さらに、酵素によるDNA合成または無細胞プロセスにおいて、ヌクレオチド塩の混合物を使用することが可能である。
(a)イオン半径がナトリウムイオンのイオン半径より大きい単一の1価カチオンとの塩の形態、または
(b)2種またはそれより多くの異なる1価カチオンとの塩の形態であって、該カチオンの少なくとも1種は、ナトリウムイオンのイオン半径より大きいイオン半径を有する、形態
のいずれかである、無細胞プロセスが提供される。
したがって、塩の形態でのヌクレオチドの使用を含む、酵素によるDNA合成のための無細胞プロセスであって、該ヌクレオチドは、
(a)イオン半径がナトリウムイオンのイオン半径より大きい単一の1価カチオンとの塩の形態、または
(b)2種またはそれより多くの異なる1価カチオンとの塩の形態であって、カチオンの少なくとも1種は、ナトリウムイオンのイオン半径より大きいイオン半径を有する、形態
のいずれかである、上記無細胞プロセスが提供される。
「単一の1価カチオン」は、本明細書で使用される場合、単一の1価カチオンである化学種を意味し、その最大4個が、ヌクレオチドイオンにおける負電荷を釣り合わせるために使用され得る。

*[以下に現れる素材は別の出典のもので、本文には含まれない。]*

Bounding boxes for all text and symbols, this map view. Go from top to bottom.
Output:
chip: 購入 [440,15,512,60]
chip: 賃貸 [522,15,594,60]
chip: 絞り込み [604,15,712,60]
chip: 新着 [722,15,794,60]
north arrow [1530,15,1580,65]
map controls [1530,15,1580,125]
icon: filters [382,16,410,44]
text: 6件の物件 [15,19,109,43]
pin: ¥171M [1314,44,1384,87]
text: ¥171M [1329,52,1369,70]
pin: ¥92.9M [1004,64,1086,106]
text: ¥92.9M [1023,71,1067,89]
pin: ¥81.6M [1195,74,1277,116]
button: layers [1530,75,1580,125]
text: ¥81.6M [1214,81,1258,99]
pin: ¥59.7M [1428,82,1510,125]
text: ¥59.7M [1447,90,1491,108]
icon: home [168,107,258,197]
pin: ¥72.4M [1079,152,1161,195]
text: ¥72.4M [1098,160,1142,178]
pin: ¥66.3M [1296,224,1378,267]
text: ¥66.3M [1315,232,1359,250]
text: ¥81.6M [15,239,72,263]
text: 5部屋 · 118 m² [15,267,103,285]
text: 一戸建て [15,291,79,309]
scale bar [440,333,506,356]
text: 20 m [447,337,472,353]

(a)イオン半径がナトリウムイオンのイオン半径より大きい1価カチオンを含む塩の形態、または
(b)2種またはそれより多くの塩の形態であって、各塩は、異なる1価カチオンを含み、該カチオンの少なくとも1種は、ナトリウムイオンのイオン半径より大きいイオン半径を有する、形態
のいずれかである、上記無細胞プロセスが提供される。
酵素によるDNA合成は、テンプレート、例えばDNAテンプレートを含んでいてもよい。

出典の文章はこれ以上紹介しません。